- [What you will do]: Look through the listing below for the string "nowrap". Show each line where it occurs.

● ● ● ● ●

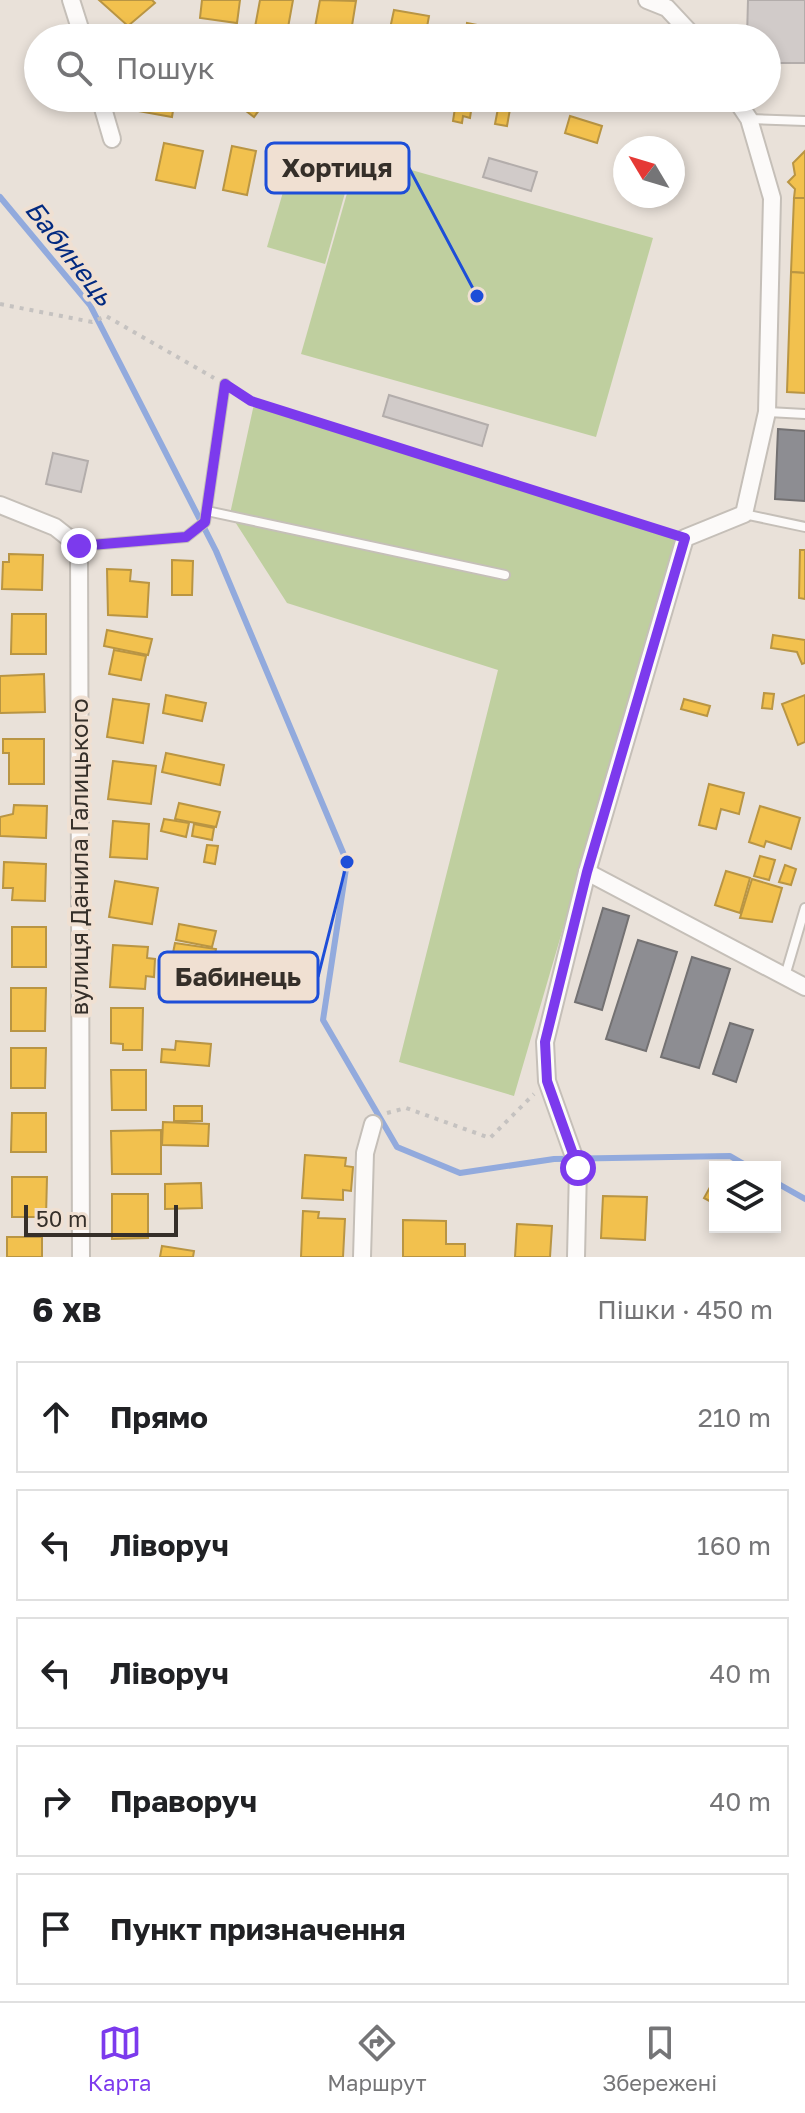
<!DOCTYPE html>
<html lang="uk">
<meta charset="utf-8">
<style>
body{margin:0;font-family:"Golos Text",sans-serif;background:#f2f2f2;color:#202124}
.controls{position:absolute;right:24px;bottom:24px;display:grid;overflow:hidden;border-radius:0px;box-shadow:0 4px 12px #0003}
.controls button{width:72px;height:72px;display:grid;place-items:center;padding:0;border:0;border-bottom:2px solid #e0e0e0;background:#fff;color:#202124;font:40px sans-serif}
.compass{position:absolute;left:613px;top:136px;width:72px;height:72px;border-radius:50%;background:#fff;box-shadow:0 4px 12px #0003;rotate:308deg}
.scale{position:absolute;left:24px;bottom:20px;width:154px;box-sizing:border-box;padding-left:8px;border:4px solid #352f29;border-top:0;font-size:22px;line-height:28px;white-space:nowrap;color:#352f29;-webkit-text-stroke:6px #f0e0d2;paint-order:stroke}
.stop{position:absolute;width:24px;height:24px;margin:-18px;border:6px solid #7c3aed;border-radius:50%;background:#fff}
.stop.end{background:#7c3aed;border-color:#fff;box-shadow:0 2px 8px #0008}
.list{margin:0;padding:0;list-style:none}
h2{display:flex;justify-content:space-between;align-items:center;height:104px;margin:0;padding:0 32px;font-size:34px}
h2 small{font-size:26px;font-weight:400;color:#757577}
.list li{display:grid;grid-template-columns:52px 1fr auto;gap:24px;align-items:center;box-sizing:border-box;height:112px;margin:0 16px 16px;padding:0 16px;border:2px solid #e0e0e0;border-radius:0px}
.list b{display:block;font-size:30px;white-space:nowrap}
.list em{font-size:26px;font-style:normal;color:#757577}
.icon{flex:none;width:44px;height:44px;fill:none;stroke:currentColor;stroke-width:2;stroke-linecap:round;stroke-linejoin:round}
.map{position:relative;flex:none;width:805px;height:1257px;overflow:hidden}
.search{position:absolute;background:#fff;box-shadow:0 4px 12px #0003;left:24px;right:24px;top:24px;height:88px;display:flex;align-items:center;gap:20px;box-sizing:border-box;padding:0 28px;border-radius:44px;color:#757577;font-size:30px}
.sheet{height:744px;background:#fff}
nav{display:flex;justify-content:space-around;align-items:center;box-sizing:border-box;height:112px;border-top:2px solid #e0e0e0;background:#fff;font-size:22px;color:#757577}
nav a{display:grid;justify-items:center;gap:4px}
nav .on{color:#7c3aed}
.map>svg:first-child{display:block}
.green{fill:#bfcf9f}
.homes{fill:#f2c14e;stroke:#b99543;stroke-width:2}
.industry{fill:#8d8d92;stroke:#737172;stroke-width:2}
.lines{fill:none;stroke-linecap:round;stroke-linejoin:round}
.stream{stroke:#92aadd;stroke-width:6}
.building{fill:#d1cbc9;stroke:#b3adab;stroke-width:2}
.service-casing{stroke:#c5bfb8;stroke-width:12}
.minor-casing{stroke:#c5bfb8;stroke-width:20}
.path{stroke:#c5c2c0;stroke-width:4;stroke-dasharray:4 6;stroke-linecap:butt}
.service{stroke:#fcfaf9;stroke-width:8}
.minor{stroke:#fcfaf9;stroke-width:16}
.route{stroke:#7c3aed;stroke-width:10}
.labels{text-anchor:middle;stroke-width:8;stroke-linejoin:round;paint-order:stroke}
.street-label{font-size:24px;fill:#352f29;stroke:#f0e0d2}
.water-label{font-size:26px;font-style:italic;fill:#032a80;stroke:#f0e0d2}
.leader{fill:none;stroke:#1d4ed8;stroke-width:3}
.callout-dot{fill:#1d4ed8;stroke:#f0e0d2;stroke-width:3}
.callout{fill:#f0e0d2;stroke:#1d4ed8;stroke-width:3}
.callout-label{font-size:26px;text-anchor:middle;font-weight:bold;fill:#352f29}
</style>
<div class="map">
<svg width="805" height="1257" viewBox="0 0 805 1257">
<rect width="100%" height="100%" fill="#e9e1d9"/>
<g class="green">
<path d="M 297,144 L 354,161 L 325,264 L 267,247 Z"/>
<path d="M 358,155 L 653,238 L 596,437 L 301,354 Z"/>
<path d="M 254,404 L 677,539 L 514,1096 L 399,1062 L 498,670 L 287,603 L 230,514 Z"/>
</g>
<g class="homes">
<path d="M 99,0 L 152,0 L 155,3 L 128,26 Z"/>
<path d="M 202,0 L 240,0 L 237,23 L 200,18 Z"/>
<path d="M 260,0 L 293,0 L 287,33 L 255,27 Z"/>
<path d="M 320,0 L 356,1 L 350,38 L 313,38 Z"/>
<path d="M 394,10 L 429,16 L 425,38 L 388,38 Z"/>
<path d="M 467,23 L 503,30 L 501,38 L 465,38 Z"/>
<path d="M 140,98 L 175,98 L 172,117 L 138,111 Z"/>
<path d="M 241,98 L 255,98 L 263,105 L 254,117 L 237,104 Z"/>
<path d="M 452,98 L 473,98 L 470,118 L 463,116 L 462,123 L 453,121 L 455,108 L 450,108 Z"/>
<path d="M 500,98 L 512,98 L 507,126 L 495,124 Z"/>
<path d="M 611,98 L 648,98 L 646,109 L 611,103 Z"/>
<path d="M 570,116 L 602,126 L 597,143 L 565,133 Z"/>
<path d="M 164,143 L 203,151 L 195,188 L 156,180 Z"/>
<path d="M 232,146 L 256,151 L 247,195 L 223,190 Z"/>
<path d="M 805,151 L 805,198 L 794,198 L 795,189 L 788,182 L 795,175 L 793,163 Z"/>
<path d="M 794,198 L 805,198 L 805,273 L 791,272 Z"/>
<path d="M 791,272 L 805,273 L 805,393 L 787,392 Z"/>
<path d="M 800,550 L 805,550 L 805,599 L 799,598 Z"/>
<path d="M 9,554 L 43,555 L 42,590 L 2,589 L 3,562 L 9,562 Z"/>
<path d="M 172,560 L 193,561 L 192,595 L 172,595 Z"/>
<path d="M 107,569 L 131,570 L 130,581 L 149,583 L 147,617 L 108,615 Z"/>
<path d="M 12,614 L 46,614 L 46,654 L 11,654 Z"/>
<path d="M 107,630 L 152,639 L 148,655 L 104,646 Z"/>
<path d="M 773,635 L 805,640 L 805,663 L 802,664 L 797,652 L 771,648 Z"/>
<path d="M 114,650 L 146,656 L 141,680 L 109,674 Z"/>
<path d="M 44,674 L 45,712 L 0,713 L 0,676 Z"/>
<path d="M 764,693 L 774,694 L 772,709 L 762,708 Z"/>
<path d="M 166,695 L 206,703 L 202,721 L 163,713 Z"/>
<path d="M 805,695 L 805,742 L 798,745 L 782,704 Z"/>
<path d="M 113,699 L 149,704 L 143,743 L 107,737 Z"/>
<path d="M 684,699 L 710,706 L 707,716 L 681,709 Z"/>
<path d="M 3,739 L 44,739 L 44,784 L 9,784 L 9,753 L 3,753 Z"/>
<path d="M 166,753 L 224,765 L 220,785 L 162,772 Z"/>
<path d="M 113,761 L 156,766 L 151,804 L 108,799 Z"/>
<path d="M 709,784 L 744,793 L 739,814 L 721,809 L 716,829 L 699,825 Z"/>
<path d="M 179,803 L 220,812 L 216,827 L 175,819 Z"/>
<path d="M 14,805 L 47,806 L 46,838 L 0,836 L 0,817 L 13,814 Z"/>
<path d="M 760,806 L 800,818 L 791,849 L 766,841 L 764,847 L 749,842 Z"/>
<path d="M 164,819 L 189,823 L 186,837 L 161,831 Z"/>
<path d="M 113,821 L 149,824 L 147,859 L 110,857 Z"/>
<path d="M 194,824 L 214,828 L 212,840 L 192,836 Z"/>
<path d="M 207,845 L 218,846 L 215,864 L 204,862 Z"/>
<path d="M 760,856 L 775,860 L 769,880 L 754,876 Z"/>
<path d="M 4,862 L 46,864 L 45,901 L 12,900 L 13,888 L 3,888 Z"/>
<path d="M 785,865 L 796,869 L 791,885 L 779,882 Z"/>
<path d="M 726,871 L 750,878 L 740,913 L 715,905 Z"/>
<path d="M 752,879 L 782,888 L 772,922 L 740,918 Z"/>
<path d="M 115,881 L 158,888 L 152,924 L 109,917 Z"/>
<path d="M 179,924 L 216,931 L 212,947 L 176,940 Z"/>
<rect x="12" y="927" width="34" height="40"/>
<path d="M 175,943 L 216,949 L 212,971 L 180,966 L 182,960 L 172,958 Z"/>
<path d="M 113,945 L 148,947 L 147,958 L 155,959 L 154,977 L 146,976 L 145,989 L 110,987 Z"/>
<path d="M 11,988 L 46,988 L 45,1031 L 11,1031 Z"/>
<path d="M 111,1008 L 143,1008 L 142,1050 L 123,1050 L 123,1044 L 111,1043 Z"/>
<path d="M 176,1041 L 211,1044 L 209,1066 L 161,1062 L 162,1049 L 175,1050 Z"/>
<path d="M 11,1048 L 46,1048 L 45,1088 L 11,1088 Z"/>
<path d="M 111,1070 L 146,1070 L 146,1110 L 112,1110 Z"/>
<rect x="174" y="1106" width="28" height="15"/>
<path d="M 12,1113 L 46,1113 L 46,1152 L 11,1152 Z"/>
<path d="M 163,1122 L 209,1124 L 208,1146 L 162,1145 Z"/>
<path d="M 161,1130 L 161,1174 L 112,1174 L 111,1131 Z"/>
<path d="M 305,1155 L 346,1158 L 345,1166 L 353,1167 L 351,1191 L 343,1190 L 343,1200 L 302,1198 Z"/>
<path d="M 12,1177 L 47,1177 L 46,1217 L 12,1217 Z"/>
<path d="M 714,1180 L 715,1181 L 715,1204 L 704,1198 Z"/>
<path d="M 201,1183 L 202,1208 L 165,1209 L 165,1184 Z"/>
<path d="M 112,1194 L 148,1194 L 148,1238 L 112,1239 Z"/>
<path d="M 603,1196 L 647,1197 L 645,1240 L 601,1238 Z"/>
<path d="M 303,1211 L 319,1212 L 318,1218 L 345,1219 L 343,1257 L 301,1257 Z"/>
<path d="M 403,1220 L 446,1221 L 446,1244 L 465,1244 L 465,1257 L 403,1257 Z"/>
<path d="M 517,1224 L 552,1226 L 550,1257 L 515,1257 Z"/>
<rect x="7" y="1237" width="35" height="20"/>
<path d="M 162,1246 L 194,1251 L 193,1257 L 160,1257 Z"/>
</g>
<g class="industry">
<path d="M 778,429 L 805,431 L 805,501 L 775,499 Z"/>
<path d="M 603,908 L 629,916 L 602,1010 L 575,1002 Z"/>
<path d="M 638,940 L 677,952 L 646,1051 L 606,1039 Z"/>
<path d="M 692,957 L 730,969 L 699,1068 L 661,1057 Z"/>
<path d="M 730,1023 L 753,1030 L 736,1082 L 713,1074 Z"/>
</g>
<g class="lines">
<g class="stream">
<path d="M 0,197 L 90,305 L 216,551 L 347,862 L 323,1020 L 397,1147 L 460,1173 L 554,1159 L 730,1156 L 749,1167"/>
<path d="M 775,1182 L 805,1199"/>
</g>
</g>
<g class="building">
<path d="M 748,0 L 805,0 L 805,63 L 767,63 L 767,38 L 747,38 Z"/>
<path d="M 489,158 L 537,172 L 531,191 L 483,177 Z"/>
<path d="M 389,395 L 488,425 L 482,446 L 383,416 Z"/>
<path d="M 53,453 L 88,461 L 81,492 L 46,484 Z"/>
</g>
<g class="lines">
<defs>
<g id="service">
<path d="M 750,119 L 805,121"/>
<path d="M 768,412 L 805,414"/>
<path d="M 207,511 L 505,575"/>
<path d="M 744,514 L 805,527"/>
<path d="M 79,546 L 186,537 L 205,522 L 225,384"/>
<path d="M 785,976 L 805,908"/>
</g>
<g id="minor">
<path d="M 71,0 L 83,38"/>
<path d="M 647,0 L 667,8 L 695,38"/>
<path d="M 100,98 L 112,139"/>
<path d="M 0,505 L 55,527 L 79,546 L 81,1257"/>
<path d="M 587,872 L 805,987"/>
<path d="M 362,1257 L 365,1153 L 373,1124"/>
<path d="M 576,1257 L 578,1168 L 547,1081 L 545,1042 L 587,872 L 685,538 L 744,514 L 767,412 L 772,198 L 749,119 L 735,98"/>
</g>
</defs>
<use href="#service" class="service-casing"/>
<use href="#minor" class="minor-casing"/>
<g class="path">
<path d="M 0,304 L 92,322 L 106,316 L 214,378"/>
<path d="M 236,391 L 251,401 L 667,533"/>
<path d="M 387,1113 L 406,1108 L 490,1138 L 534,1094"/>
</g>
<use href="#service" class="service"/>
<use href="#minor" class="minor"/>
</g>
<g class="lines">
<path class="route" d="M 79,546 L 186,537 L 205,522 L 225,384 L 251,401 L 685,538 L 587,872 L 545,1042 L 547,1081 L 578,1168"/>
</g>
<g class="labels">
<g class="street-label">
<text transform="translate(80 857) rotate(-90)" y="8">вулиця Данила Галицького</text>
</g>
<g class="water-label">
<text transform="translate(69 253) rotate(52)" y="9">Бабинець</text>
</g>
</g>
<path class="leader" d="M477 296L409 168M347 862L318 977"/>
<g class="callout-dot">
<circle cx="477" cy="296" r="8"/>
<circle cx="347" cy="862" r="8"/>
</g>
<g class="callout">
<rect x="266" y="143" width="143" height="50" rx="8"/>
<rect x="159" y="952" width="159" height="50" rx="8"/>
</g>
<g class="callout-label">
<text x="337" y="177">Хортиця</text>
<text x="238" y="986">Бабинець</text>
</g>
</svg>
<div class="controls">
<button><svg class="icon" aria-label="layers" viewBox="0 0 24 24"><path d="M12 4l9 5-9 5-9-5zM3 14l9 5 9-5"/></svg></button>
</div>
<svg class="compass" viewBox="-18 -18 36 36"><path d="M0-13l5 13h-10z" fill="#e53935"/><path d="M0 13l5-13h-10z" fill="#757577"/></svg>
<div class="scale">50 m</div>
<div class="stop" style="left:578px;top:1168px"></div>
<div class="stop end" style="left:79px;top:546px"></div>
<div class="search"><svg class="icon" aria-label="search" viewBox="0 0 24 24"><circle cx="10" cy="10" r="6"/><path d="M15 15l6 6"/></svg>Пошук</div>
</div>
<section class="sheet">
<h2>6 хв<small>Пішки · 450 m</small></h2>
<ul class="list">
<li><svg class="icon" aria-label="ahead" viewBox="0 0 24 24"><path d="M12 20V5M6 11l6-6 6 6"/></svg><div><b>Прямо</b></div><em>210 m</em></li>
<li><svg class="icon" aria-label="left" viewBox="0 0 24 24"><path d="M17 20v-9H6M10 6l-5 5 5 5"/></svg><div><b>Ліворуч</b></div><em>160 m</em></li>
<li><svg class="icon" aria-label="left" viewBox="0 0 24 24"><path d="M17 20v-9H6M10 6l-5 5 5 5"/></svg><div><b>Ліворуч</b></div><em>40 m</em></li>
<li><svg class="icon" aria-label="right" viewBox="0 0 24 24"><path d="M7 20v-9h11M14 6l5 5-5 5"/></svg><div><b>Праворуч</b></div><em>40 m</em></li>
<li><svg class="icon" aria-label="arrive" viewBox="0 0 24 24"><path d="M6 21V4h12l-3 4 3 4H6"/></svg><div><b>Пункт призначення</b></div></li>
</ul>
</section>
<nav>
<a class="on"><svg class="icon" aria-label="map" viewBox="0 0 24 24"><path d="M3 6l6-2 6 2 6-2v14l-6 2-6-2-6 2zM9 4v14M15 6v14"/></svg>Карта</a>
<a><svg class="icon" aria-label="directions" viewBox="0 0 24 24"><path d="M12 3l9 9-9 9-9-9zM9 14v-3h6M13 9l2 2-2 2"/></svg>Маршрут</a>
<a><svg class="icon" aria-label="saved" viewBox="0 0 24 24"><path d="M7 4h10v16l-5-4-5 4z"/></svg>Збережені</a>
</nav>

● ● ● ● ●

- [Task result]:
.scale{position:absolute;left:24px;bottom:20px;width:154px;box-sizing:border-box;padding-left:8px;border:4px solid #352f29;border-top:0;font-size:22px;line-height:28px;white-space:nowrap;color:#352f29;-webkit-text-stroke:6px #f0e0d2;paint-order:stroke}
.list b{display:block;font-size:30px;white-space:nowrap}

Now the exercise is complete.